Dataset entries
....

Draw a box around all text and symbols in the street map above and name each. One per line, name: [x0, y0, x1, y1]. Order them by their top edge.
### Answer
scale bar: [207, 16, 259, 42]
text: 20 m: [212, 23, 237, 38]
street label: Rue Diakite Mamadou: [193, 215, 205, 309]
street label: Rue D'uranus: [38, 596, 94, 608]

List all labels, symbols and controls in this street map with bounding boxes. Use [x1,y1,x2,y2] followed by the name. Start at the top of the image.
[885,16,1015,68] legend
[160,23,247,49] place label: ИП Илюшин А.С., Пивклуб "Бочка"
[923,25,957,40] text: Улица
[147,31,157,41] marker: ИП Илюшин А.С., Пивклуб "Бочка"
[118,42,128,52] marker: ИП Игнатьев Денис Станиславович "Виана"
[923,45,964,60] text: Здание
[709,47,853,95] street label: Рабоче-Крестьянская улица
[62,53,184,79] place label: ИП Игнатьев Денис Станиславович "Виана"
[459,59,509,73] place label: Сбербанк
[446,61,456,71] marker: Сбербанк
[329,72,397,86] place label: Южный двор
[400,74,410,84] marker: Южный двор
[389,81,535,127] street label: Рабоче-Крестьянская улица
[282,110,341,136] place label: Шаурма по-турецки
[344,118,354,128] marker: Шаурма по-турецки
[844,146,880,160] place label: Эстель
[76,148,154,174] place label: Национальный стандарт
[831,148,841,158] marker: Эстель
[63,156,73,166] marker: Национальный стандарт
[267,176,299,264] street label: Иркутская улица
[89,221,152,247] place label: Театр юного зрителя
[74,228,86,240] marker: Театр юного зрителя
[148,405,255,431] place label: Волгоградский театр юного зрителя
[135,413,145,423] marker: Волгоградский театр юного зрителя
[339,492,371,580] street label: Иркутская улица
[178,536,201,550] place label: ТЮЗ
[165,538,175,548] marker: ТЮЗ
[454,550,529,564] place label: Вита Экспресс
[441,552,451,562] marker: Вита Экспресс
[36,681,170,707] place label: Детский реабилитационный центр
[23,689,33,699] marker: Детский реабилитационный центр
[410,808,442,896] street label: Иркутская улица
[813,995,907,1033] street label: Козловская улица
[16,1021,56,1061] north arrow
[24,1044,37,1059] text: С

....

◆ **What the task asks**:
Each record above should be returned exactly as it appears.

◆ **Answer section**:
Draw a box around all text and symbols in the street map above and name each. One per line, name: [x0, y0, x1, y1]. Order them by their top edge.
### Answer
scale bar: [207, 16, 259, 42]
text: 20 m: [212, 23, 237, 38]
street label: Rue Diakite Mamadou: [193, 215, 205, 309]
street label: Rue D'uranus: [38, 596, 94, 608]

List all labels, symbols and controls in this street map with bounding boxes. Use [x1,y1,x2,y2] followed by the name. Start at the top of the image.
[885,16,1015,68] legend
[160,23,247,49] place label: ИП Илюшин А.С., Пивклуб "Бочка"
[923,25,957,40] text: Улица
[147,31,157,41] marker: ИП Илюшин А.С., Пивклуб "Бочка"
[118,42,128,52] marker: ИП Игнатьев Денис Станиславович "Виана"
[923,45,964,60] text: Здание
[709,47,853,95] street label: Рабоче-Крестьянская улица
[62,53,184,79] place label: ИП Игнатьев Денис Станиславович "Виана"
[459,59,509,73] place label: Сбербанк
[446,61,456,71] marker: Сбербанк
[329,72,397,86] place label: Южный двор
[400,74,410,84] marker: Южный двор
[389,81,535,127] street label: Рабоче-Крестьянская улица
[282,110,341,136] place label: Шаурма по-турецки
[344,118,354,128] marker: Шаурма по-турецки
[844,146,880,160] place label: Эстель
[76,148,154,174] place label: Национальный стандарт
[831,148,841,158] marker: Эстель
[63,156,73,166] marker: Национальный стандарт
[267,176,299,264] street label: Иркутская улица
[89,221,152,247] place label: Театр юного зрителя
[74,228,86,240] marker: Театр юного зрителя
[148,405,255,431] place label: Волгоградский театр юного зрителя
[135,413,145,423] marker: Волгоградский театр юного зрителя
[339,492,371,580] street label: Иркутская улица
[178,536,201,550] place label: ТЮЗ
[165,538,175,548] marker: ТЮЗ
[454,550,529,564] place label: Вита Экспресс
[441,552,451,562] marker: Вита Экспресс
[36,681,170,707] place label: Детский реабилитационный центр
[23,689,33,699] marker: Детский реабилитационный центр
[410,808,442,896] street label: Иркутская улица
[813,995,907,1033] street label: Козловская улица
[16,1021,56,1061] north arrow
[24,1044,37,1059] text: С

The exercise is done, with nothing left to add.